Task prompt
Where a picture shows up in the listing below, omit it and output the rest exactly.

Dataset records
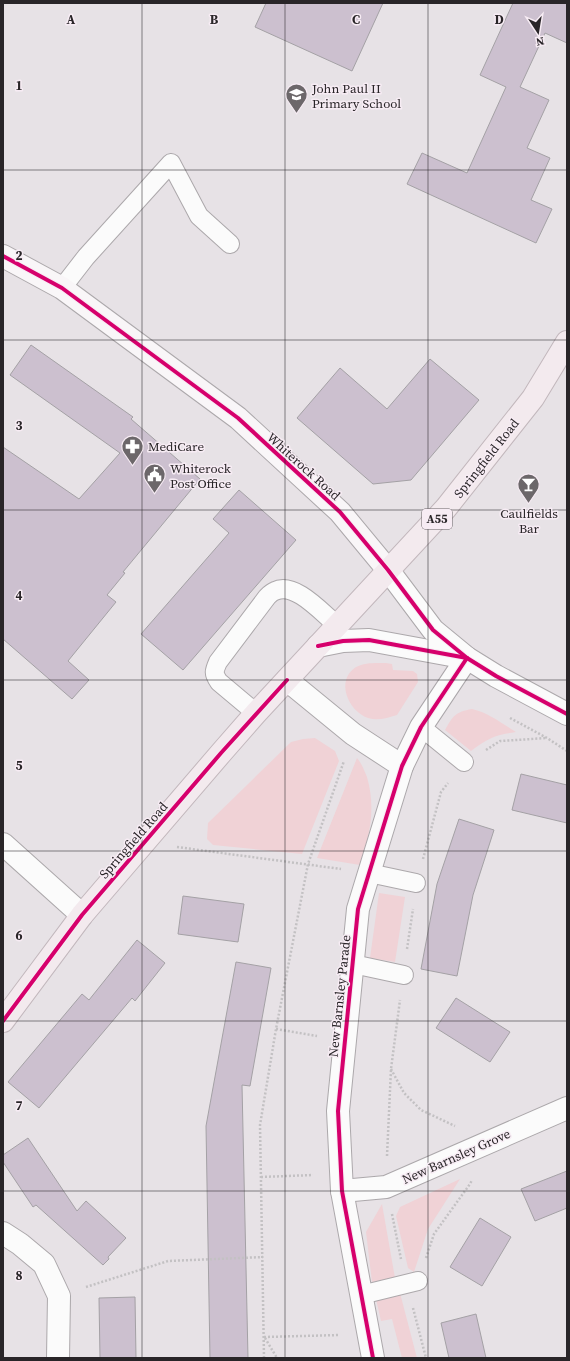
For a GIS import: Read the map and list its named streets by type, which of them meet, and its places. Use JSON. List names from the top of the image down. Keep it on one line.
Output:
{"streets":{"highway":["Springfield Road","A55"],"street":["Whiterock Road","New Barnsley Parade","New Barnsley Grove"]},"crossings":[["Springfield Road","Whiterock Road"],["Whiterock Road","New Barnsley Parade"],["New Barnsley Parade","New Barnsley Grove"]],"places":{"school or university":["John Paul II Primary School"],"pharmacy":["MediCare"],"public building":["Whiterock Post Office"],"bar":["Caulfields Bar"]},"north":"bottom","grid":{"columns":["A","B","C","D"],"rows":["1","2","3","4","5","6","7","8"]}}
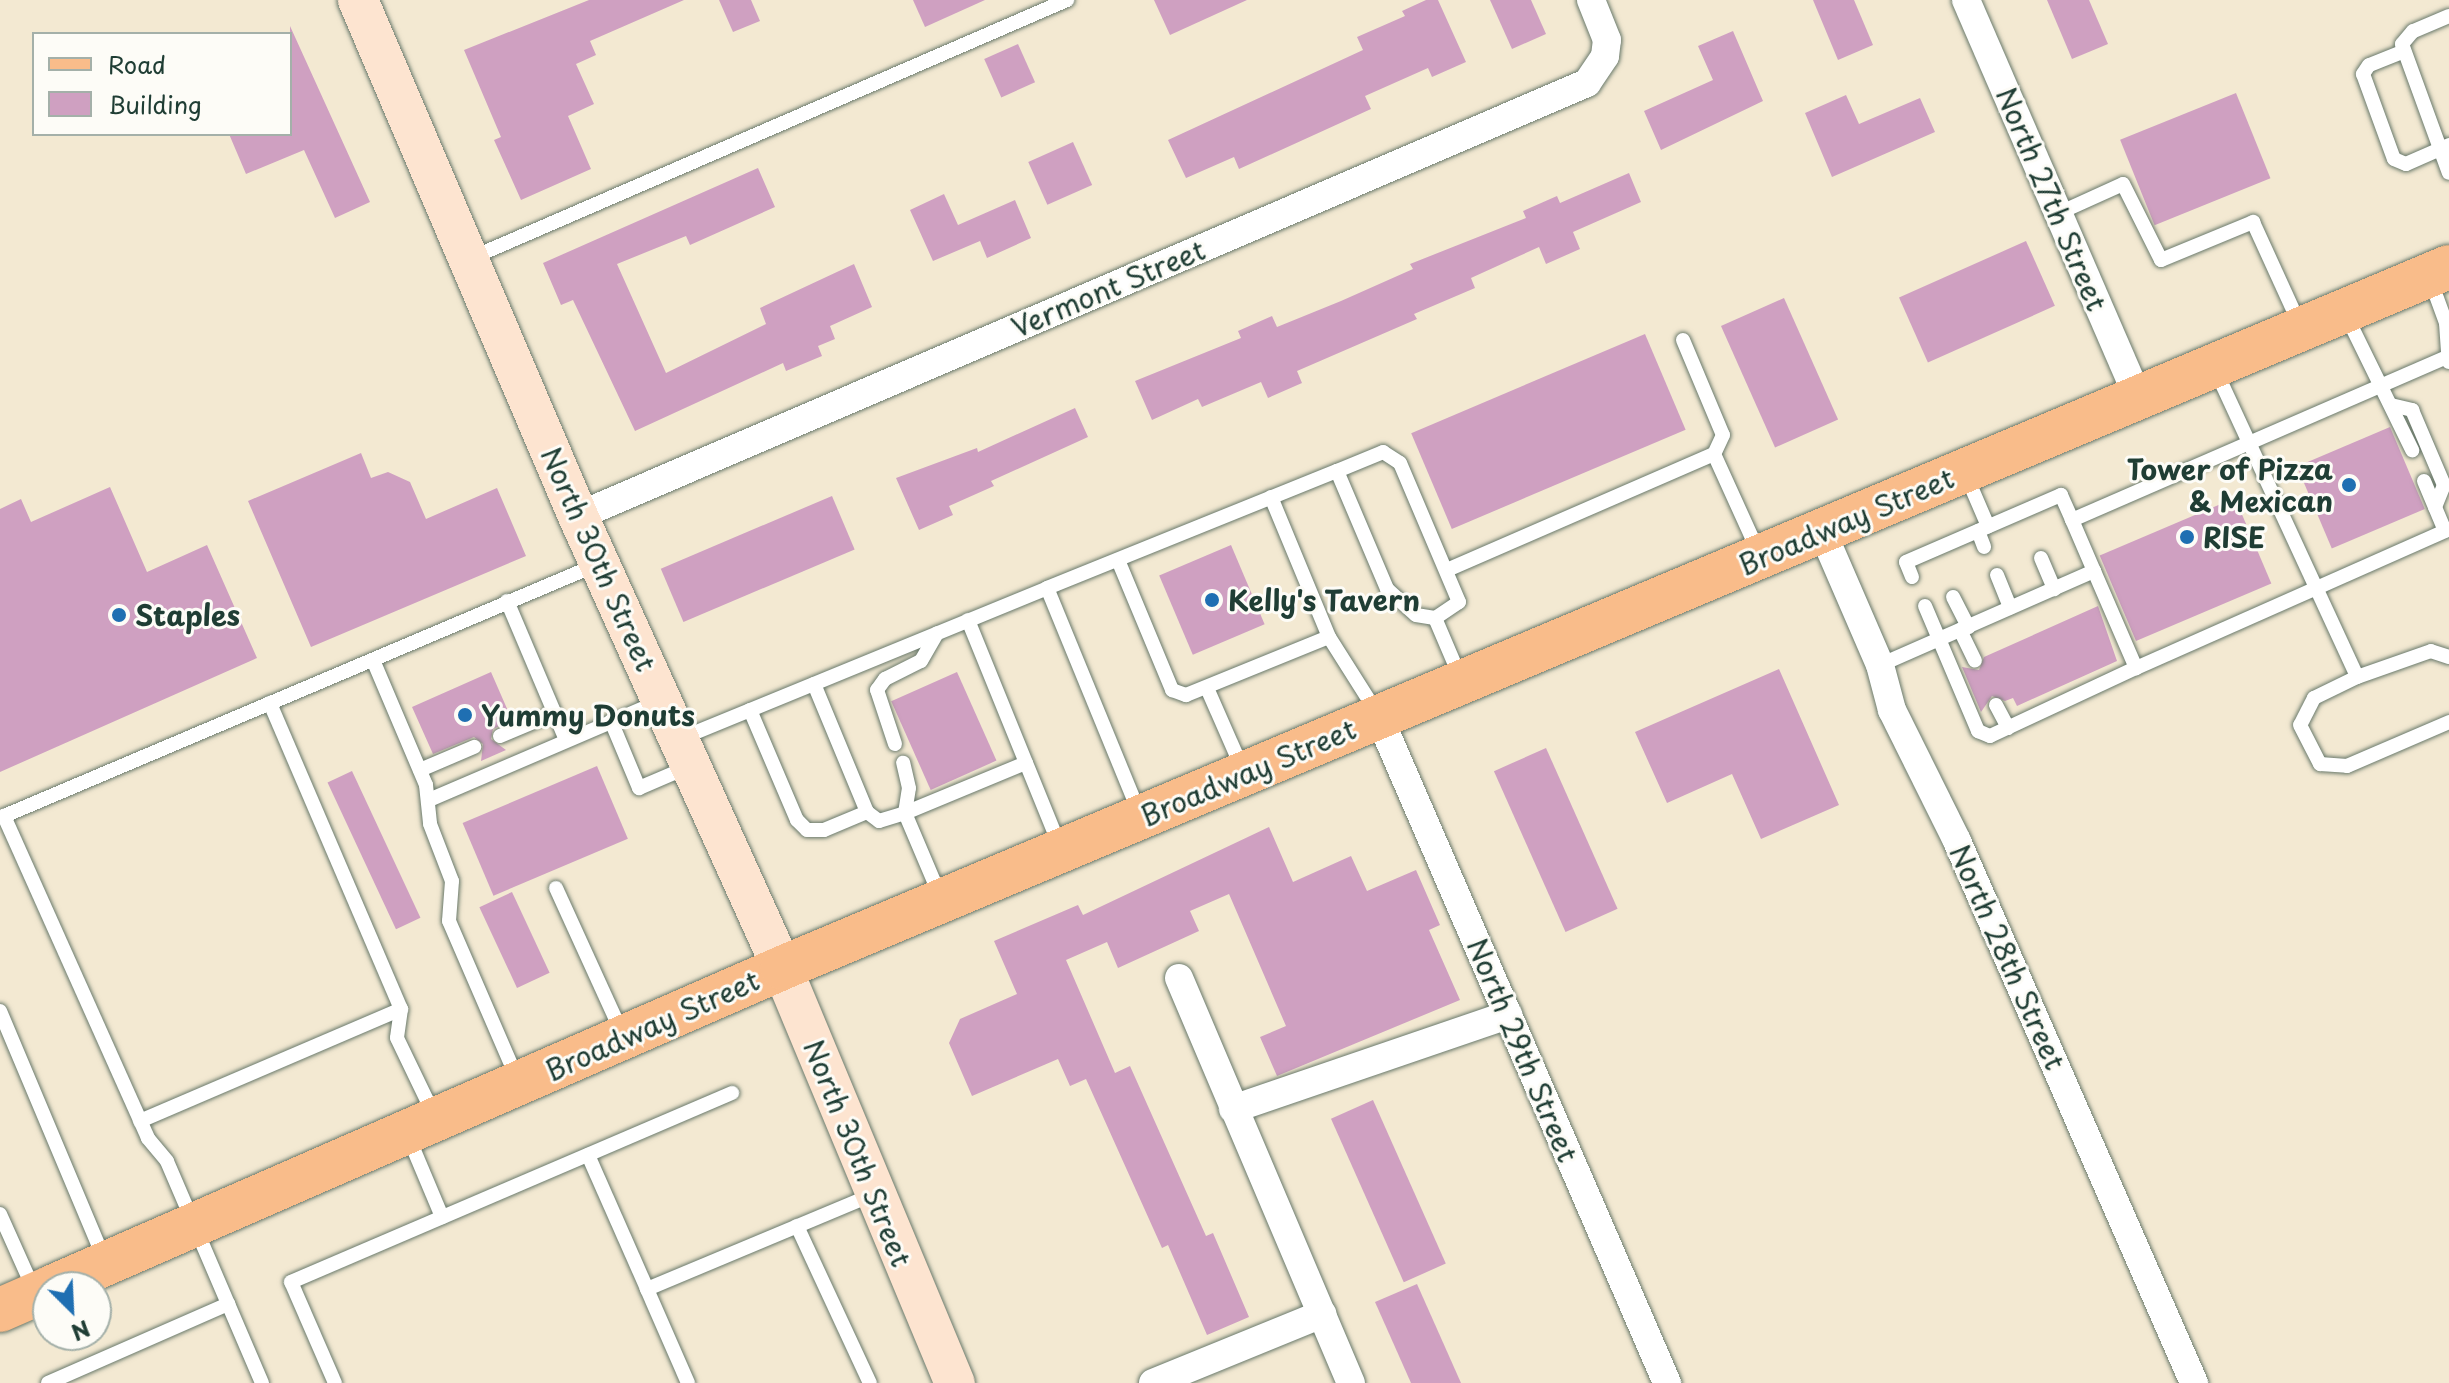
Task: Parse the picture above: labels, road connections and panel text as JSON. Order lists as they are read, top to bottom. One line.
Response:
{"streets":{"main road":["Broadway Street"],"street":["North 27th Street","Vermont Street","North 30th Street","North 28th Street","North 29th Street"]},"crossings":[["North 27th Street","Broadway Street"],["Vermont Street","North 30th Street"],["Broadway Street","North 30th Street"],["Broadway Street","North 28th Street"],["Broadway Street","North 29th Street"]],"places":["Tower of Pizza & Mexican","RISE","Kelly's Tavern","Staples","Yummy Donuts"],"legend":["Road","Building"],"north":"bottom right"}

Exercise answer
For a GIS import: Read the map and list its named streets by type, which of them meet, and its places. Use JSON. List names from the top of the image down. Keep it on one line.
Output:
{"streets":{"highway":["Springfield Road","A55"],"street":["Whiterock Road","New Barnsley Parade","New Barnsley Grove"]},"crossings":[["Springfield Road","Whiterock Road"],["Whiterock Road","New Barnsley Parade"],["New Barnsley Parade","New Barnsley Grove"]],"places":{"school or university":["John Paul II Primary School"],"pharmacy":["MediCare"],"public building":["Whiterock Post Office"],"bar":["Caulfields Bar"]},"north":"bottom","grid":{"columns":["A","B","C","D"],"rows":["1","2","3","4","5","6","7","8"]}}
Task: Parse the picture above: labels, road connections and panel text as JSON. Order lists as they are read, top to bottom. One line.
Response:
{"streets":{"main road":["Broadway Street"],"street":["North 27th Street","Vermont Street","North 30th Street","North 28th Street","North 29th Street"]},"crossings":[["North 27th Street","Broadway Street"],["Vermont Street","North 30th Street"],["Broadway Street","North 30th Street"],["Broadway Street","North 28th Street"],["Broadway Street","North 29th Street"]],"places":["Tower of Pizza & Mexican","RISE","Kelly's Tavern","Staples","Yummy Donuts"],"legend":["Road","Building"],"north":"bottom right"}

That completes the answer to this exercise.